What the task requires: The expected output is the full set of entries, retyped verbatim, pictures excluded.
───── Entries shown ─────
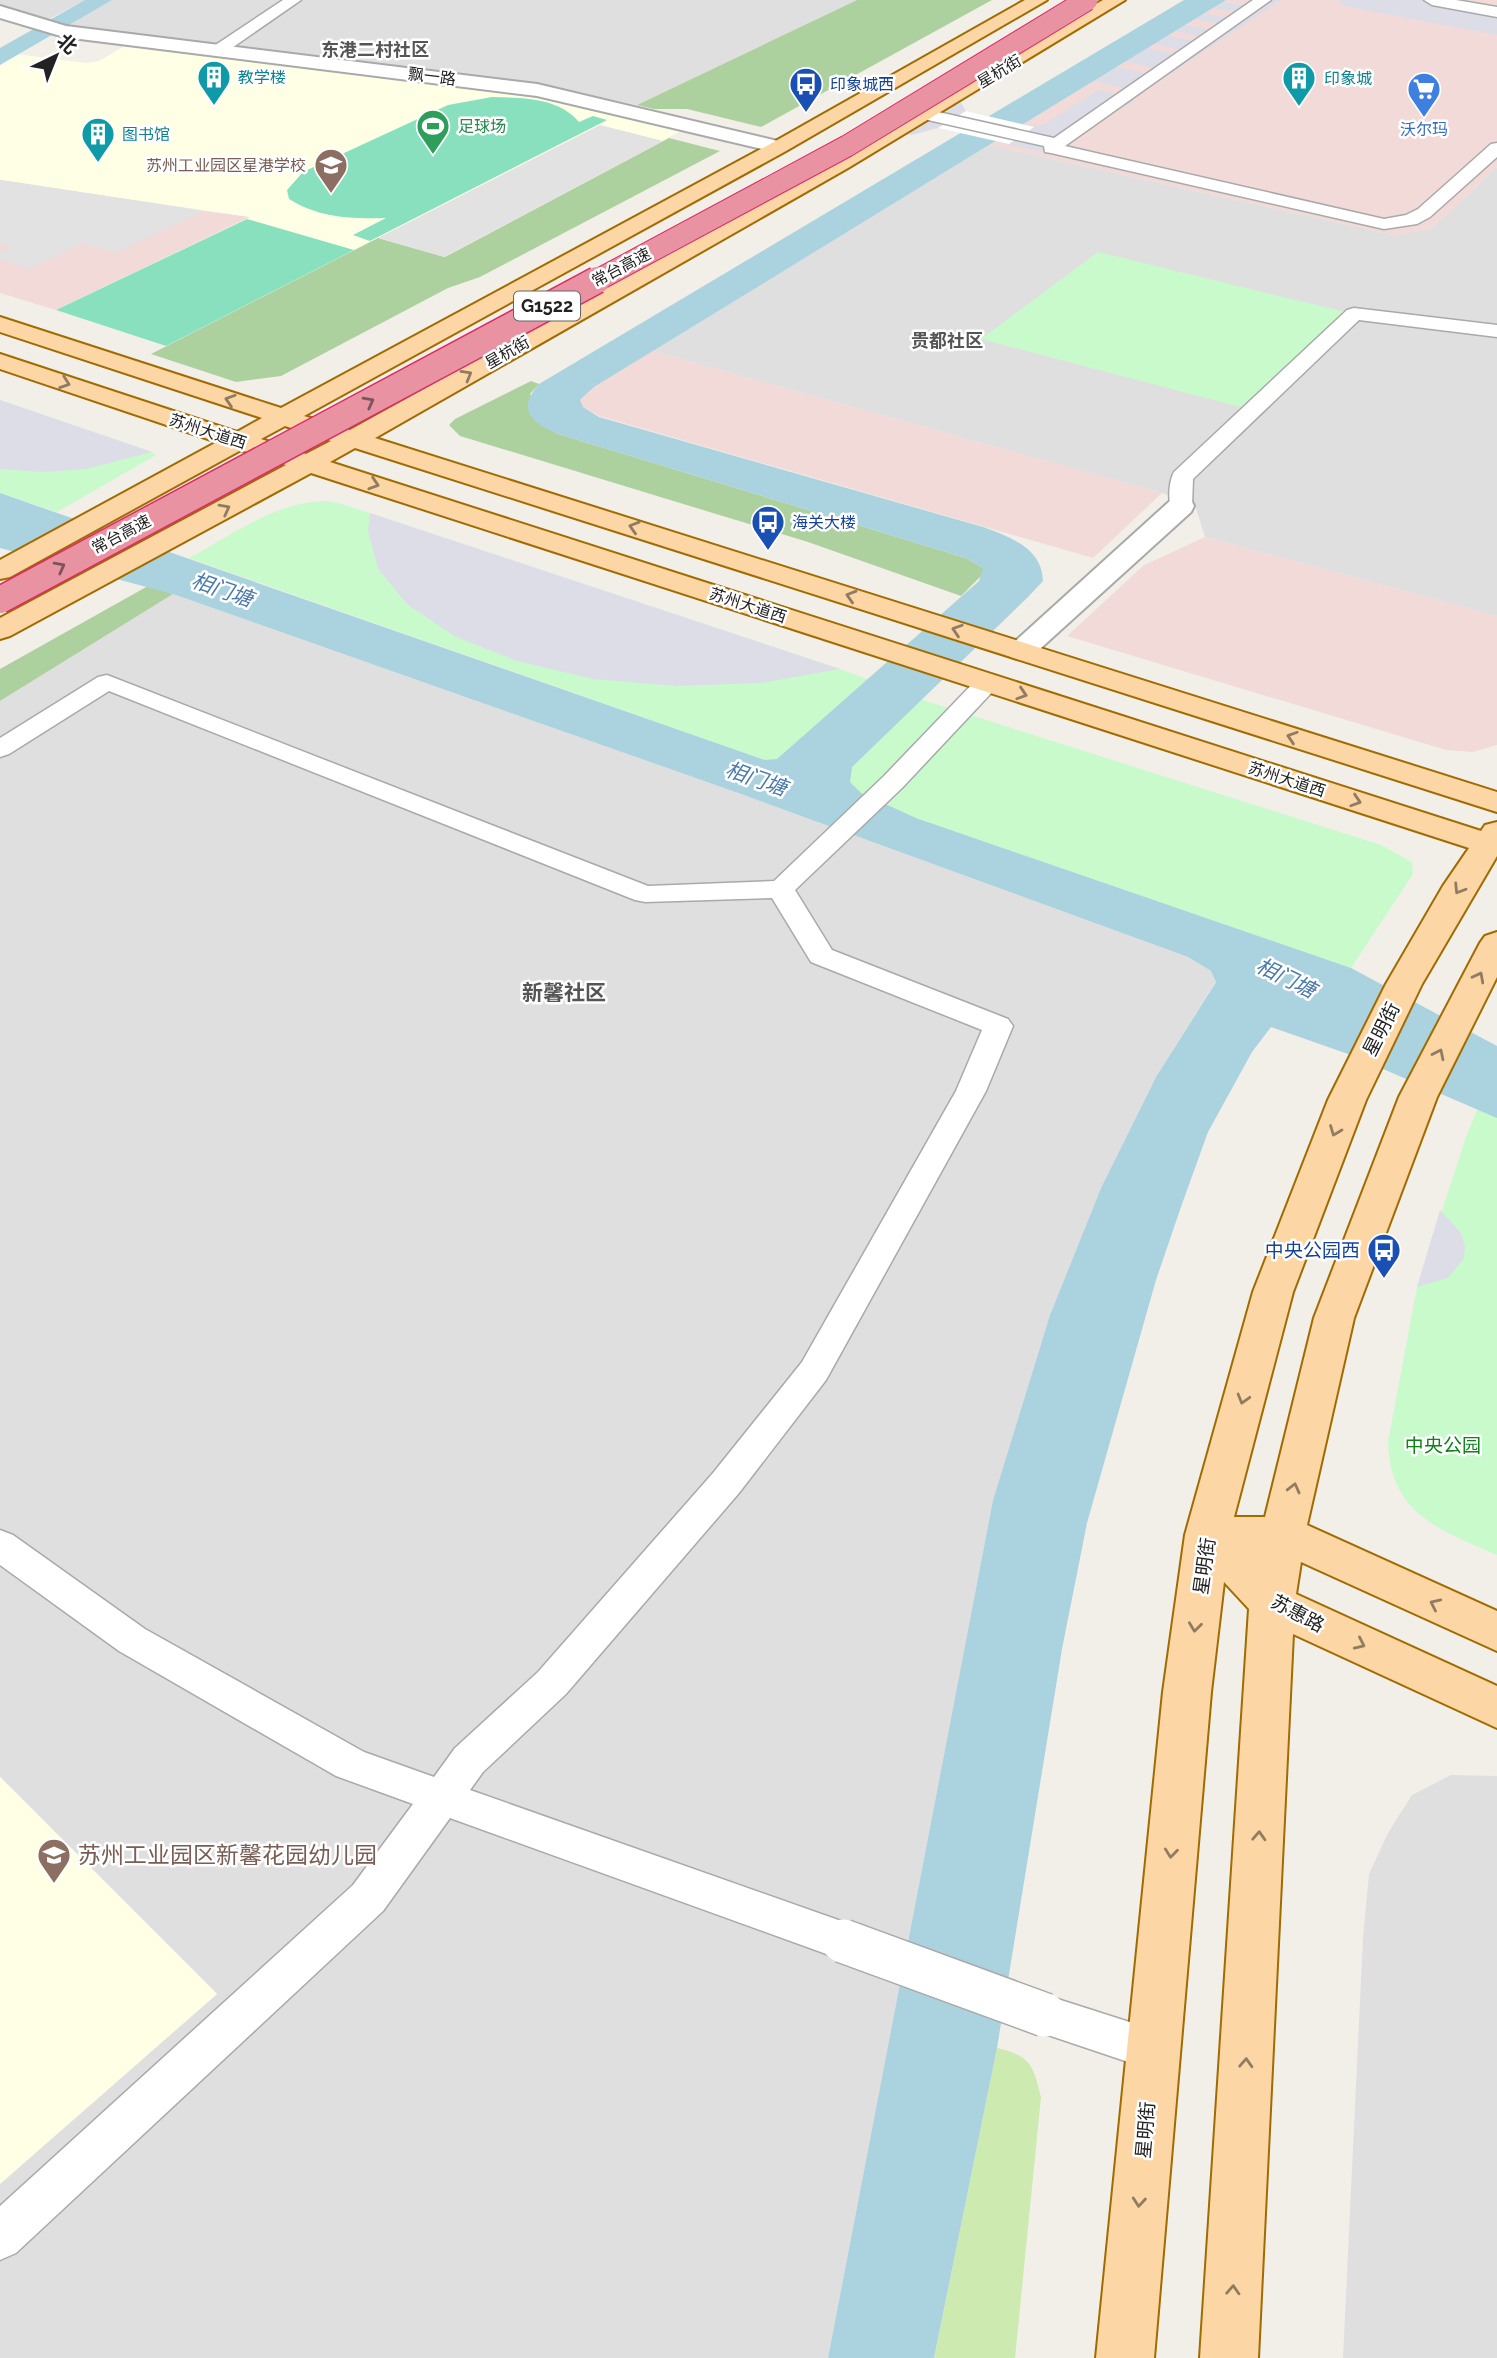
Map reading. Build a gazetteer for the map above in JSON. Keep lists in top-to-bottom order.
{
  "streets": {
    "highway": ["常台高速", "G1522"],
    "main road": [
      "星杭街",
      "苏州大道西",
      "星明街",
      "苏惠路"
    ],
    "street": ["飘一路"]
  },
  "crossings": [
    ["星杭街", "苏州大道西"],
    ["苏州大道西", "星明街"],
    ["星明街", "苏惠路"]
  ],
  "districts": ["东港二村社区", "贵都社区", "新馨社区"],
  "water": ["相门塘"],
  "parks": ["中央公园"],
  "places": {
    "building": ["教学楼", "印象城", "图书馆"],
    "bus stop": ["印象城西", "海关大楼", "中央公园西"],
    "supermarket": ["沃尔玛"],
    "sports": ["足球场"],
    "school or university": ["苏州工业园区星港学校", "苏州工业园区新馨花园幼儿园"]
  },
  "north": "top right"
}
─────
Written solution:
Map reading. Build a gazetteer for the map above in JSON. Keep lists in top-to-bottom order.
{
  "streets": {
    "highway": ["常台高速", "G1522"],
    "main road": [
      "星杭街",
      "苏州大道西",
      "星明街",
      "苏惠路"
    ],
    "street": ["飘一路"]
  },
  "crossings": [
    ["星杭街", "苏州大道西"],
    ["苏州大道西", "星明街"],
    ["星明街", "苏惠路"]
  ],
  "districts": ["东港二村社区", "贵都社区", "新馨社区"],
  "water": ["相门塘"],
  "parks": ["中央公园"],
  "places": {
    "building": ["教学楼", "印象城", "图书馆"],
    "bus stop": ["印象城西", "海关大楼", "中央公园西"],
    "supermarket": ["沃尔玛"],
    "sports": ["足球场"],
    "school or university": ["苏州工业园区星港学校", "苏州工业园区新馨花园幼儿园"]
  },
  "north": "top right"
}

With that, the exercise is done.